◆ Exercise details:
Your answer should hold all lines of the entries that include the word "lane".

◆ Available records:
▼
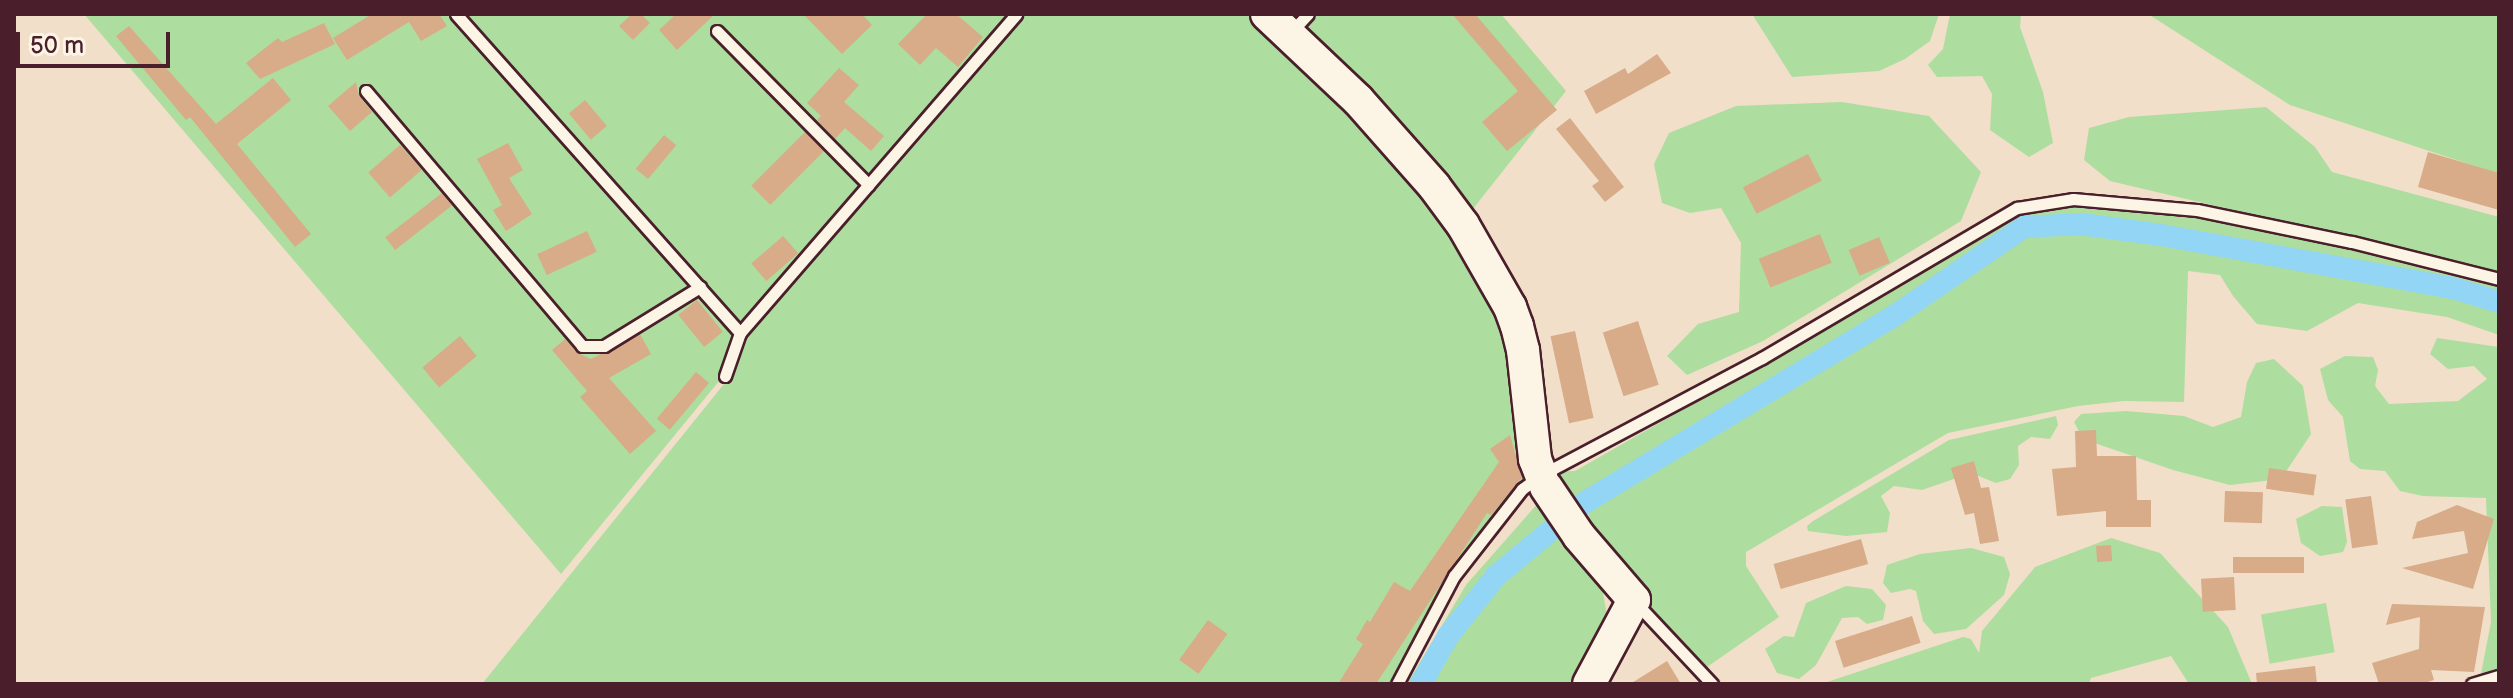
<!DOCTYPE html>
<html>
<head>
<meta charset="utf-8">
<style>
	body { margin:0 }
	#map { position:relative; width:2513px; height:698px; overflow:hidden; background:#f1dfc9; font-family:"Balsamiq Sans",sans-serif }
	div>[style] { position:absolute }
	.green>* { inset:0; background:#adde9f; transform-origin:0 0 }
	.canal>* { height:22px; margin:-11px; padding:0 11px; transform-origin:11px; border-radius:11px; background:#92d5f4 }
	.building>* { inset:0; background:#d8ab89; transform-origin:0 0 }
	.roads { filter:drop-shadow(2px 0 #4a1f2b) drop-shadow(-2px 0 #4a1f2b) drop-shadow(0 2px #4a1f2b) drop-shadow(0 -2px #4a1f2b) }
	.lane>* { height:11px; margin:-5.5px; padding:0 5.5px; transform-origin:5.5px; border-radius:5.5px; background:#fcf5e5 }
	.secondary>* { height:32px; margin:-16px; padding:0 16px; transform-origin:16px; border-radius:16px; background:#fcf5e5 }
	span { translate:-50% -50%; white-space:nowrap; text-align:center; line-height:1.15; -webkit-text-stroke:6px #fcf5e5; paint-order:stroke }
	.frame { position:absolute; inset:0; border:16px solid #4a1f2b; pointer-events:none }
	.scale { position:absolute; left:16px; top:32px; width:154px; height:36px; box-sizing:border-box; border:4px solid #4a1f2b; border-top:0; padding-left:10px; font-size:24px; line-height:28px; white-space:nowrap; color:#4a1f2b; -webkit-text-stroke:6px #fcf5e5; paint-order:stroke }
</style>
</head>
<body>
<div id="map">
	<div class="green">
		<i style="clip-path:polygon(84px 14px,1017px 14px,852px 204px,738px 324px,724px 375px,561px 574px)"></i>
		<i style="clip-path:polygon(1025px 14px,1501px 14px,1566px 91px,1465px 219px,1518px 317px,1542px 472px,1575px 471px,1768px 361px,1997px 215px,2050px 199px,2195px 213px,2499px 282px,2499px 335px,2447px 317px,2358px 303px,2307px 331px,2257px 324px,2233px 296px,2220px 275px,2188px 271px,2184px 402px,2124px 401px,2078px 406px,1948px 433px,1746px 552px,1746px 566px,1779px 617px,1707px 667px,1611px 573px,1584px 503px,1542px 472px,1431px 612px,1393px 684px,482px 684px,728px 379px,743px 327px,877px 184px)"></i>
		<i style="clip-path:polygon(1752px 14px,1939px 14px,1930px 41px,1905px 59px,1879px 71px,1792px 77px)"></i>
		<i style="clip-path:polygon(1950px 14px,2021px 14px,2020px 27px,2043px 92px,2053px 143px,2029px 157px,1990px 130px,1992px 94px,1982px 76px,1937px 77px,1928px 65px,1943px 49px)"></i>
		<i style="clip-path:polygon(2148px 14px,2499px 14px,2499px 174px,2290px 105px)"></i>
		<i style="clip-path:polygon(1842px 102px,1929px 116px,1981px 172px,1961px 221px,1763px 341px,1687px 375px,1667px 356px,1698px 324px,1739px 312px,1741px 243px,1721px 208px,1690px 213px,1662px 203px,1654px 164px,1669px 133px,1736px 106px)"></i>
		<i style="clip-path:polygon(2266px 107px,2315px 147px,2332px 172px,2499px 217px,2499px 273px,2110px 181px,2084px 160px,2089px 128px,2129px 117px)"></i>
		<i style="clip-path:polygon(2437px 338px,2499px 347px,2499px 684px,2479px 684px,2491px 622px,2486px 498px,2423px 496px,2400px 491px,2385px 471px,2360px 469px,2350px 461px,2343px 417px,2328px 400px,2320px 369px,2345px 356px,2373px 357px,2378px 370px,2375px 386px,2389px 404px,2458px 401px,2487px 379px,2474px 366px,2448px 369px,2430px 354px)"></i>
		<i style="clip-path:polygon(2274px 359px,2303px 386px,2311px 434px,2281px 479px,2230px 485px,2173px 470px,2083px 439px,2074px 422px,2081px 414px,2126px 411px,2184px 416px,2213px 427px,2241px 417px,2247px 382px,2256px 363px)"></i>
		<i style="clip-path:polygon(2056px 416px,2058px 425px,2050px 439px,2031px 437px,2018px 446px,2019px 465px,2010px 479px,1996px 483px,1971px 473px,1922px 490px,1894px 486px,1881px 496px,1890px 513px,1887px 532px,1846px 536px,1808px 531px,1807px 526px,1813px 521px,1949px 440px)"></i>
		<i style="clip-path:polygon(1539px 502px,1600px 575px,1607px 616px,1592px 655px,1571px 684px,1407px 684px,1466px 585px)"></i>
		<i style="clip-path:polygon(2322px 506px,2342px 507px,2347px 542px,2343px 552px,2320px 556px,2301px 543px,2296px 519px)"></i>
		<i style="clip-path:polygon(2111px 538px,2160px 553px,2228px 627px,2252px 684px,2189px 684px,2171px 656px,2091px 678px,2089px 684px,1821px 684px,1963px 637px,1971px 639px,1979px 653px,1982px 631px,2035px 567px)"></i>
		<i style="clip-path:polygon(1971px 548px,2004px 557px,2010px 574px,2004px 595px,1966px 629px,1934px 634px,1923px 621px,1916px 591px,1910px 589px,1891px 593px,1883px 583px,1887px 565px,1920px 554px)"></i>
		<i style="clip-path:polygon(1846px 586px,1872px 589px,1886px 605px,1883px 620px,1867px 624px,1858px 617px,1842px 618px,1816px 665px,1799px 679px,1777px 673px,1765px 649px,1784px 636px,1794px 637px,1806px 603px)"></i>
		<i style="left:2326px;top:603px;width:50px;height:66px;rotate:80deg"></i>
	</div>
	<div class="canal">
		<i style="left:1421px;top:684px;width:55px;rotate:-60.6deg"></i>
		<i style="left:1448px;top:636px;width:77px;rotate:-51.3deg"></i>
		<i style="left:1496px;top:576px;width:114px;rotate:-39.7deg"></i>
		<i style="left:1584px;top:503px;width:362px;rotate:-31.1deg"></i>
		<i style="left:1894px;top:316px;width:158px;rotate:-34.4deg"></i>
		<i style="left:2024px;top:227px;width:57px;rotate:-3deg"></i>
		<i style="left:2081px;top:224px;width:81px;rotate:7.8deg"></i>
		<i style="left:2161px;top:235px;width:297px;rotate:10.3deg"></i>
		<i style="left:2453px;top:288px;width:48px;rotate:16.9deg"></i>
	</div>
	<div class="building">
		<i style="clip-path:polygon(372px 14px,439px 14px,447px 26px,421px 41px,409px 22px,347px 60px,333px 38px)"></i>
		<i style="clip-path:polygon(632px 14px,641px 14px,650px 23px,633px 40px,619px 26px)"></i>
		<i style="clip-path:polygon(676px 14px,715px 14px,677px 50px,659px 30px)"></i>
		<i style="clip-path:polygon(803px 14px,862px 14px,872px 25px,842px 54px)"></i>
		<i style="clip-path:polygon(927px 14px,956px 14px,983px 37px,958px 67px,936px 48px,920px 65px,898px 44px)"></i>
		<i style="clip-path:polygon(1452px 14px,1475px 14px,1557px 110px,1507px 151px,1482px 122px,1518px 91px)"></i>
		<i style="clip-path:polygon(324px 23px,335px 44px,260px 79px,246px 63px,278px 38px,282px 42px)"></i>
		<i style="clip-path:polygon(129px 26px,216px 124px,273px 78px,291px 100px,237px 144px,311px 234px,295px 247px,190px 117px,186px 120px,116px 36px)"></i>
		<i style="clip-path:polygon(1657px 54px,1671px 73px,1596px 114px,1584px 91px,1625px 68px,1628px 74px)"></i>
		<i style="clip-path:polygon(839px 68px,859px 85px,844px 102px,884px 136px,871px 151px,845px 128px,835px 139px,817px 120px,821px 116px,807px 103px)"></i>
		<i style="clip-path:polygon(356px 82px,359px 96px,372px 112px,350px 131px,328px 106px)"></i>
		<i style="left:585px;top:100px;width:34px;height:21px;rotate:50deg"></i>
		<i style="clip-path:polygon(1570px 118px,1624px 187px,1605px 202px,1592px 186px,1599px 181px,1556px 129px)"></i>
		<i style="left:805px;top:132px;width:27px;height:76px;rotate:45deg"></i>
		<i style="left:664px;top:135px;width:16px;height:44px;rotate:40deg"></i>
		<i style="clip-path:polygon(508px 143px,523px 170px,509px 178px,532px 214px,506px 231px,493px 210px,502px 205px,477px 159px)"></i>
		<i style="left:400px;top:145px;width:33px;height:42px;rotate:49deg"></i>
		<i style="clip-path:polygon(2428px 152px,2499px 173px,2499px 210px,2418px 187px)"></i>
		<i style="left:1808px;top:154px;width:30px;height:73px;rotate:63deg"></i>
		<i style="left:442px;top:193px;width:16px;height:72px;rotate:52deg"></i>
		<i style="left:587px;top:231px;width:23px;height:55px;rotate:65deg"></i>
		<i style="left:1820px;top:234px;width:31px;height:66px;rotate:68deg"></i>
		<i style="left:783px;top:236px;width:23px;height:42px;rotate:49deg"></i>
		<i style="left:1879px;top:237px;width:28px;height:33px;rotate:67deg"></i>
		<i style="left:697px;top:300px;width:41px;height:24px;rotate:51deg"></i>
		<i style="left:1638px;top:321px;width:67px;height:37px;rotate:72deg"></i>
		<i style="left:1575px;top:331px;width:89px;height:25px;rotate:78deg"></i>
		<i style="clip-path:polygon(640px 334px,651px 354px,609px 378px,656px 431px,630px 454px,580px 397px,587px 391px,552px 350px,565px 339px,576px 352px,591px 359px)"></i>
		<i style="left:460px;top:336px;width:26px;height:49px;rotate:50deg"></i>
		<i style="left:696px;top:372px;width:17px;height:61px;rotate:40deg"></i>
		<i style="clip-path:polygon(2096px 430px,2097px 456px,2136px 456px,2137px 500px,2151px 500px,2151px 527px,2106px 527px,2106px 511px,2057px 516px,2052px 469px,2076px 467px,2075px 431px)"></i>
		<i style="clip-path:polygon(1510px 435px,1522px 478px,1491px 515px,1487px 513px,1376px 684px,1338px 684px,1363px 644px,1356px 639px,1367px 620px,1370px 622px,1394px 582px,1410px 591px,1499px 462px,1490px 449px)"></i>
		<i style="clip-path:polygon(1974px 461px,1981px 488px,1989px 487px,1999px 541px,1980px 544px,1974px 513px,1965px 515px,1951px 468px)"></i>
		<i style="left:2269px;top:468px;width:48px;height:21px;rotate:8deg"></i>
		<i style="left:2225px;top:491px;width:38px;height:31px;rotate:2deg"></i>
		<i style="left:2371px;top:496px;width:49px;height:26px;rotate:82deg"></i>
		<i style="clip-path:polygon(2457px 505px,2494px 519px,2473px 589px,2402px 568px,2468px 553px,2464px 531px,2412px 539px,2417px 522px)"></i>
		<i style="left:1861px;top:539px;width:26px;height:91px;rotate:74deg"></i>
		<i style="left:2111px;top:545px;width:16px;height:15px;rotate:86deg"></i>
		<i style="left:2304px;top:557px;width:16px;height:71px;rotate:90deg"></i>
		<i style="left:2234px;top:577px;width:33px;height:33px;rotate:87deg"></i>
		<i style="clip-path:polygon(2392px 604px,2485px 607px,2474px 672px,2431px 670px,2434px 680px,2422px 684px,2379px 684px,2372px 663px,2419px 649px,2420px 617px,2386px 625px)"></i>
		<i style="left:1912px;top:616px;width:28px;height:81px;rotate:72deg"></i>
		<i style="left:1208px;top:620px;width:24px;height:49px;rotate:36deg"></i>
		<i style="clip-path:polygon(1667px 661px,1681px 684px,1630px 684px)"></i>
		<i style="clip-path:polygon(2315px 666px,2317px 684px,2257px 684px,2256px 673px)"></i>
	</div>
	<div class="roads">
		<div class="lane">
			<i style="left:456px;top:14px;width:427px;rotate:48.3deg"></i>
			<i style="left:717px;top:31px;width:216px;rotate:45.4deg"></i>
			<i style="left:1292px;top:31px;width:23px;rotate:-47deg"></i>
			<i style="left:366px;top:91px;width:334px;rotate:49.7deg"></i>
			<i style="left:582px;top:346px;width:22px"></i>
			<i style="left:604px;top:346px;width:113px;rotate:-31.6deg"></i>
			<i style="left:725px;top:376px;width:46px;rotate:-70.8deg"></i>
			<i style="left:740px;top:333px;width:422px;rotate:-49.1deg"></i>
			<i style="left:1637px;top:604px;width:110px;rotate:46.8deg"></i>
			<i style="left:1397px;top:684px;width:122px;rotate:-62.2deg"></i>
			<i style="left:1454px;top:576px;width:110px;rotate:-52deg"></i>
			<i style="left:1522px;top:489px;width:24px;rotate:-36deg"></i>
			<i style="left:1541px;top:475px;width:250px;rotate:-27.9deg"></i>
			<i style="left:1762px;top:358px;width:296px;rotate:-30.5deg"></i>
			<i style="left:2017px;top:208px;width:57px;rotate:-9.1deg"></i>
			<i style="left:2073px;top:199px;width:124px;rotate:5.1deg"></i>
			<i style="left:2197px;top:210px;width:158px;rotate:11.7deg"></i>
			<i style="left:2352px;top:242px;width:152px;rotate:14.1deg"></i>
			<i style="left:2472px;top:684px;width:28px;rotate:-17deg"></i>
		</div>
		<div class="secondary">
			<i style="left:1267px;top:14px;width:125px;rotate:43.4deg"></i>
			<i style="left:1358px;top:100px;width:115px;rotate:48.5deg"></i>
			<i style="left:1434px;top:186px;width:49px;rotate:53.4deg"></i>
			<i style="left:1463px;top:225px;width:95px;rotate:60.2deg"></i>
			<i style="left:1510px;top:307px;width:20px;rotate:70deg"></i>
			<i style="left:1517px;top:326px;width:25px;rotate:76deg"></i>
			<i style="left:1523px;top:350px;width:110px;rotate:83.7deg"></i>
			<i style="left:1535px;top:459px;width:17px;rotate:69deg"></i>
			<i style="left:1546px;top:487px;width:59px;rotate:56deg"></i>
			<i style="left:1579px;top:536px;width:84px;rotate:49.3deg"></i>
			<i style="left:1634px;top:600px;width:95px;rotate:118.2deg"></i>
		</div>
	</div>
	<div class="frame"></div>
	<div class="scale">50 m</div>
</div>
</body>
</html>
▲
◆ Your solution:
	.lane>* { height:11px; margin:-5.5px; padding:0 5.5px; transform-origin:5.5px; border-radius:5.5px; background:#fcf5e5 }
		<div class="lane">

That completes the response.